- RECORDS TO PROCESS
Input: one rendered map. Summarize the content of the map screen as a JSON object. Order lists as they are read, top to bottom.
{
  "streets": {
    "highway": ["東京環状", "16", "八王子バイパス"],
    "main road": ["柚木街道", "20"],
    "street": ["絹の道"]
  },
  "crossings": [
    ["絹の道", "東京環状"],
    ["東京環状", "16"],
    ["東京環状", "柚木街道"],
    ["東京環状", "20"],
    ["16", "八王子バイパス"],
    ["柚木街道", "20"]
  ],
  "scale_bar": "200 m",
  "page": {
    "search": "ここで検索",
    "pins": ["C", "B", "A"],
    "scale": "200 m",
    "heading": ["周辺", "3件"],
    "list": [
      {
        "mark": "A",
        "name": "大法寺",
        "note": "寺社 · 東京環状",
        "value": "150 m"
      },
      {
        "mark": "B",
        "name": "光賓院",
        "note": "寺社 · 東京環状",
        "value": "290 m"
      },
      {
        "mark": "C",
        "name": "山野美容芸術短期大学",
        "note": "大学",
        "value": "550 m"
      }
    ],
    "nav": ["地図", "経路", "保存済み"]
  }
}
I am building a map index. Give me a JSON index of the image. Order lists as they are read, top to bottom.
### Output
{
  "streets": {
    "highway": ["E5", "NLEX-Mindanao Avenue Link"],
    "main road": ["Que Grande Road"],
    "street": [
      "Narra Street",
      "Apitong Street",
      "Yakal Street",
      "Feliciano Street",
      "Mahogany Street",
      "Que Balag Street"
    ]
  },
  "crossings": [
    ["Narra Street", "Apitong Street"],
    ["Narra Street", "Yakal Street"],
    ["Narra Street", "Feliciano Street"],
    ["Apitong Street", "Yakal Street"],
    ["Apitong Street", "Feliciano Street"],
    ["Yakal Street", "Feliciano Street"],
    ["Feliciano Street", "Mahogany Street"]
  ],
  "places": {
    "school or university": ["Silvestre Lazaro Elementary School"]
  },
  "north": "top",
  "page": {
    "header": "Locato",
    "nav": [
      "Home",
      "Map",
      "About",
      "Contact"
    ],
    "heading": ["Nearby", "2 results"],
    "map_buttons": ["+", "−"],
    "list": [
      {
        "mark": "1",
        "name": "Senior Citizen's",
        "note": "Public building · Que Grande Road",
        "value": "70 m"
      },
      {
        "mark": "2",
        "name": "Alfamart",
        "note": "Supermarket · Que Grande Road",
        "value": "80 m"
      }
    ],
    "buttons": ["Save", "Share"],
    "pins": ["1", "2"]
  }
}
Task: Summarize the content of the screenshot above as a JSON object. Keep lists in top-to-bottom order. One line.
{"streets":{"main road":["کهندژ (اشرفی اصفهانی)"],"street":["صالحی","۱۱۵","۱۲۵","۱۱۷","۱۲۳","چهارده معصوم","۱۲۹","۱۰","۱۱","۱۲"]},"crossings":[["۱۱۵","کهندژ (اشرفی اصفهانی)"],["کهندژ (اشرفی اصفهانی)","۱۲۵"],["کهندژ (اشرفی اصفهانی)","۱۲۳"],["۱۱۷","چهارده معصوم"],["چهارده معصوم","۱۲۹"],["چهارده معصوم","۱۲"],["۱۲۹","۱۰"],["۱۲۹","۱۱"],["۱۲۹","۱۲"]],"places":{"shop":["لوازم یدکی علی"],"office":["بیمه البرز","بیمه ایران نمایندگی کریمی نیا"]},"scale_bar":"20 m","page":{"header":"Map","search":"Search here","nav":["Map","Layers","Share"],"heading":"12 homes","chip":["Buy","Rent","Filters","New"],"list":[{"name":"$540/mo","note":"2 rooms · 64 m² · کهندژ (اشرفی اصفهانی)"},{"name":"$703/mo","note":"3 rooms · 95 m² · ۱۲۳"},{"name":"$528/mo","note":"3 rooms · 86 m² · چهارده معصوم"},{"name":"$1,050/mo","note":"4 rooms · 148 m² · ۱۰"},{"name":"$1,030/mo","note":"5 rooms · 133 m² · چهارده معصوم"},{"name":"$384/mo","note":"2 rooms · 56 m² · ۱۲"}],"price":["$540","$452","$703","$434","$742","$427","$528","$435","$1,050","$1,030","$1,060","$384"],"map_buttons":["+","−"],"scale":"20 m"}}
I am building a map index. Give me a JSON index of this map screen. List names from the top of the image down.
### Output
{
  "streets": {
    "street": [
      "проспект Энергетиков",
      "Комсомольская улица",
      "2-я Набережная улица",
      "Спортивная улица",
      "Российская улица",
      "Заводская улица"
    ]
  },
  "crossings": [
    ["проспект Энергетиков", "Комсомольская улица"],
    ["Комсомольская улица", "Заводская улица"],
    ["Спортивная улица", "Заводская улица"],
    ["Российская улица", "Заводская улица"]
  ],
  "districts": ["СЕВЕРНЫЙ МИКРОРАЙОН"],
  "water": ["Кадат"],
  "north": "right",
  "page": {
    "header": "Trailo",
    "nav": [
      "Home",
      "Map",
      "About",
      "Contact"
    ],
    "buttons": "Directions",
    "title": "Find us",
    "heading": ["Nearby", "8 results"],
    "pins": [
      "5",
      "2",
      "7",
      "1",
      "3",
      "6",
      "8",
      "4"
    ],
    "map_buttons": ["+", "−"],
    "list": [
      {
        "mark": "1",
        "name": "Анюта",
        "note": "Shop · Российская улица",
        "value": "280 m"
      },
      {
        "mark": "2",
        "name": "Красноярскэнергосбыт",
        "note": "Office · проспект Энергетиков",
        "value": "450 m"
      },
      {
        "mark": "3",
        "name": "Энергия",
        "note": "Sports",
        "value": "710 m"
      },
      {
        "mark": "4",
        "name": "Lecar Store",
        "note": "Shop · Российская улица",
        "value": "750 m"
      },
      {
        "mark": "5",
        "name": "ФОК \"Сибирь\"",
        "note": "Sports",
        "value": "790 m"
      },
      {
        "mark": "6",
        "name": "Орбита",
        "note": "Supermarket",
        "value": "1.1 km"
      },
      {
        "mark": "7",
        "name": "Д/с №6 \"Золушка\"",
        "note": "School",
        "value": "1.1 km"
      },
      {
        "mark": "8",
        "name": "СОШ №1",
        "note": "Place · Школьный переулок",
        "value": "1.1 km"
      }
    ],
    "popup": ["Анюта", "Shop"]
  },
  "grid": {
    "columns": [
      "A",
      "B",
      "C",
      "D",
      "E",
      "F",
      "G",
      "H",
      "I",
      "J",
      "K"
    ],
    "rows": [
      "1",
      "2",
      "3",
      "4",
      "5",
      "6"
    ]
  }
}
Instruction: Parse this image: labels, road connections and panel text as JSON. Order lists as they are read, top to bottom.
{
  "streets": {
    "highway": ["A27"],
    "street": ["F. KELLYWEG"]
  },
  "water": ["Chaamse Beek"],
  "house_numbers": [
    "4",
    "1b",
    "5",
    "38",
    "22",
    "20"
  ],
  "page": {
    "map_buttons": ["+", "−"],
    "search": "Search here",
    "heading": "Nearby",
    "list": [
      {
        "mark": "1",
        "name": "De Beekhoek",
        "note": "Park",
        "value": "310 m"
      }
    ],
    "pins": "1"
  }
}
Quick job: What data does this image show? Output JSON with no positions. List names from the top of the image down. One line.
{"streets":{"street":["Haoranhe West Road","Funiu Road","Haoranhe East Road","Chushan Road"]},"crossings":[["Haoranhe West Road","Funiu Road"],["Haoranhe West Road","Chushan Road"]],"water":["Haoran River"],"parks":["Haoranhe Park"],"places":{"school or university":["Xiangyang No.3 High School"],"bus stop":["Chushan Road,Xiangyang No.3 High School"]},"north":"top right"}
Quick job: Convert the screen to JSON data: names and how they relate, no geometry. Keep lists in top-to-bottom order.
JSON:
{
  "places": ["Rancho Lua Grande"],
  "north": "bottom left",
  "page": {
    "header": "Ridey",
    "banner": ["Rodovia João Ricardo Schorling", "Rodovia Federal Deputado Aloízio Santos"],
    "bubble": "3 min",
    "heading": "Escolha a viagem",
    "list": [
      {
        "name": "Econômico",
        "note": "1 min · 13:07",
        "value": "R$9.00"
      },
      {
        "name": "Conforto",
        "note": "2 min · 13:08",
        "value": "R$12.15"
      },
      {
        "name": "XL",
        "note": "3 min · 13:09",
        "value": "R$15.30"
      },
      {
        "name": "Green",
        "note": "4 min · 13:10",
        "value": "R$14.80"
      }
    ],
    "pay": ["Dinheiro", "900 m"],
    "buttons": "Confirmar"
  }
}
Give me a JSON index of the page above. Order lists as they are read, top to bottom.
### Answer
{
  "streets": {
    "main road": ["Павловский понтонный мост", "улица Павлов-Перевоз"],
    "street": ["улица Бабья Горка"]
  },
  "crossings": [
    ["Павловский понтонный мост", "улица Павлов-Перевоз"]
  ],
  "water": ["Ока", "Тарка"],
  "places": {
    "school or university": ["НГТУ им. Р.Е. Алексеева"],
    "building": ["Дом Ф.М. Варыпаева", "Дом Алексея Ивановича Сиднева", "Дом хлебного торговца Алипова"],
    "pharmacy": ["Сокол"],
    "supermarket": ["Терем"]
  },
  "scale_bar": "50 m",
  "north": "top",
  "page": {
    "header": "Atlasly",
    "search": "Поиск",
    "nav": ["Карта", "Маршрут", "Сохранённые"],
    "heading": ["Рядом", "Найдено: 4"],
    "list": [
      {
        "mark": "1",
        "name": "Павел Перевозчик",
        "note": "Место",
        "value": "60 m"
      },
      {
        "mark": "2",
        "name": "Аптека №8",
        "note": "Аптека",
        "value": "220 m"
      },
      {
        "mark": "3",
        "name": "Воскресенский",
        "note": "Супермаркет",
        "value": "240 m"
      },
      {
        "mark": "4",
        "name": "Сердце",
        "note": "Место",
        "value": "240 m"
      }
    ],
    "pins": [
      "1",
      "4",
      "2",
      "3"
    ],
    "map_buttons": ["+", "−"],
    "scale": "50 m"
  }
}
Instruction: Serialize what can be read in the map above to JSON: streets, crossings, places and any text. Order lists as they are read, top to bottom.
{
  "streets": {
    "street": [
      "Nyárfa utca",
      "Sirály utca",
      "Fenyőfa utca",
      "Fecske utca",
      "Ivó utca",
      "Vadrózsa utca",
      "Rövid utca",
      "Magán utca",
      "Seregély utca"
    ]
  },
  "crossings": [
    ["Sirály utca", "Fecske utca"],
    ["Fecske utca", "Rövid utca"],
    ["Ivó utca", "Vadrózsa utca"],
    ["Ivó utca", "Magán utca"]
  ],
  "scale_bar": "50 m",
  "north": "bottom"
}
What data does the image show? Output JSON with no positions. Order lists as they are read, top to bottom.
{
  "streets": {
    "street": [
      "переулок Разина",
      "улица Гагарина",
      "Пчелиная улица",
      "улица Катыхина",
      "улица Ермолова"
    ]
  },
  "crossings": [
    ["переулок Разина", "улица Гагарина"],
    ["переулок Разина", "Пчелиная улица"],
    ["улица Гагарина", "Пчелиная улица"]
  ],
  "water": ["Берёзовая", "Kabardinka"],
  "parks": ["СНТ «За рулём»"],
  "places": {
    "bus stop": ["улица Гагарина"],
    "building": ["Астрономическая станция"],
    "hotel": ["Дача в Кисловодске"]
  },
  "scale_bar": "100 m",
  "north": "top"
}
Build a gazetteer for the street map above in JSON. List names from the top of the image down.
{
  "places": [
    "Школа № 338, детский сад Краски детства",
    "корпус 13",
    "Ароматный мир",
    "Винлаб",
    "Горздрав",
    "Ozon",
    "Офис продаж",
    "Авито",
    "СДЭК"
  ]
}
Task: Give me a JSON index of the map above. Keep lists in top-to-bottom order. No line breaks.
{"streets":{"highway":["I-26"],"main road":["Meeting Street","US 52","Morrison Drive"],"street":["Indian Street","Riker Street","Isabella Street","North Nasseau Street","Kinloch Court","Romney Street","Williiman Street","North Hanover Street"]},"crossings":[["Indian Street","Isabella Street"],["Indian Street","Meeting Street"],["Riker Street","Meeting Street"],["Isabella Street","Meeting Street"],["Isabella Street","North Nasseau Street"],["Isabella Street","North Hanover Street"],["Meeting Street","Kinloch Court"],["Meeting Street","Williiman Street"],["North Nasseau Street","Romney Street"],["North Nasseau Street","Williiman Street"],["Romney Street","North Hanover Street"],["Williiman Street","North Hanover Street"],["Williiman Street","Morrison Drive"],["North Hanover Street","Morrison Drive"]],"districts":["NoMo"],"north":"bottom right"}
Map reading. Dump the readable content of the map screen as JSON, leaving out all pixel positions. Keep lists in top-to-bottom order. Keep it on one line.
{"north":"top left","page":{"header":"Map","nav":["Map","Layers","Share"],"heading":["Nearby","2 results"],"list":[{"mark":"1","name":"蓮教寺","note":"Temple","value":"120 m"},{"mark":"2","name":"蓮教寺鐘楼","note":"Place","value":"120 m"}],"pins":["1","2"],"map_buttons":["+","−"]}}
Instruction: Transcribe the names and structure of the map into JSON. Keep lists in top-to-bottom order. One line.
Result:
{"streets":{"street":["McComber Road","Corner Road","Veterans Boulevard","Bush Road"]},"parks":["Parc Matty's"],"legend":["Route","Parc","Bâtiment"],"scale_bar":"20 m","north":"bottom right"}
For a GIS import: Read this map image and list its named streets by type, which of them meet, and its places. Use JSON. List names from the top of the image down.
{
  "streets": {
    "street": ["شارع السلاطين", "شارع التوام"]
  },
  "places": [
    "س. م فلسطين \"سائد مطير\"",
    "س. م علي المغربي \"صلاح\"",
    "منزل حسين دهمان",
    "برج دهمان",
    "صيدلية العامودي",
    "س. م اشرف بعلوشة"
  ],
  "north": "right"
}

- TASK GOAL
From the material above, set down exactly the lines between the line holding "Map reading. Dump" and the line holding "Instruction: Transcribe the", inclusive. Include nothing else.

- FINAL ANSWER
Map reading. Dump the readable content of the map screen as JSON, leaving out all pixel positions. Keep lists in top-to-bottom order. Keep it on one line.
{"north":"top left","page":{"header":"Map","nav":["Map","Layers","Share"],"heading":["Nearby","2 results"],"list":[{"mark":"1","name":"蓮教寺","note":"Temple","value":"120 m"},{"mark":"2","name":"蓮教寺鐘楼","note":"Place","value":"120 m"}],"pins":["1","2"],"map_buttons":["+","−"]}}
Instruction: Transcribe the names and structure of the map into JSON. Keep lists in top-to-bottom order. One line.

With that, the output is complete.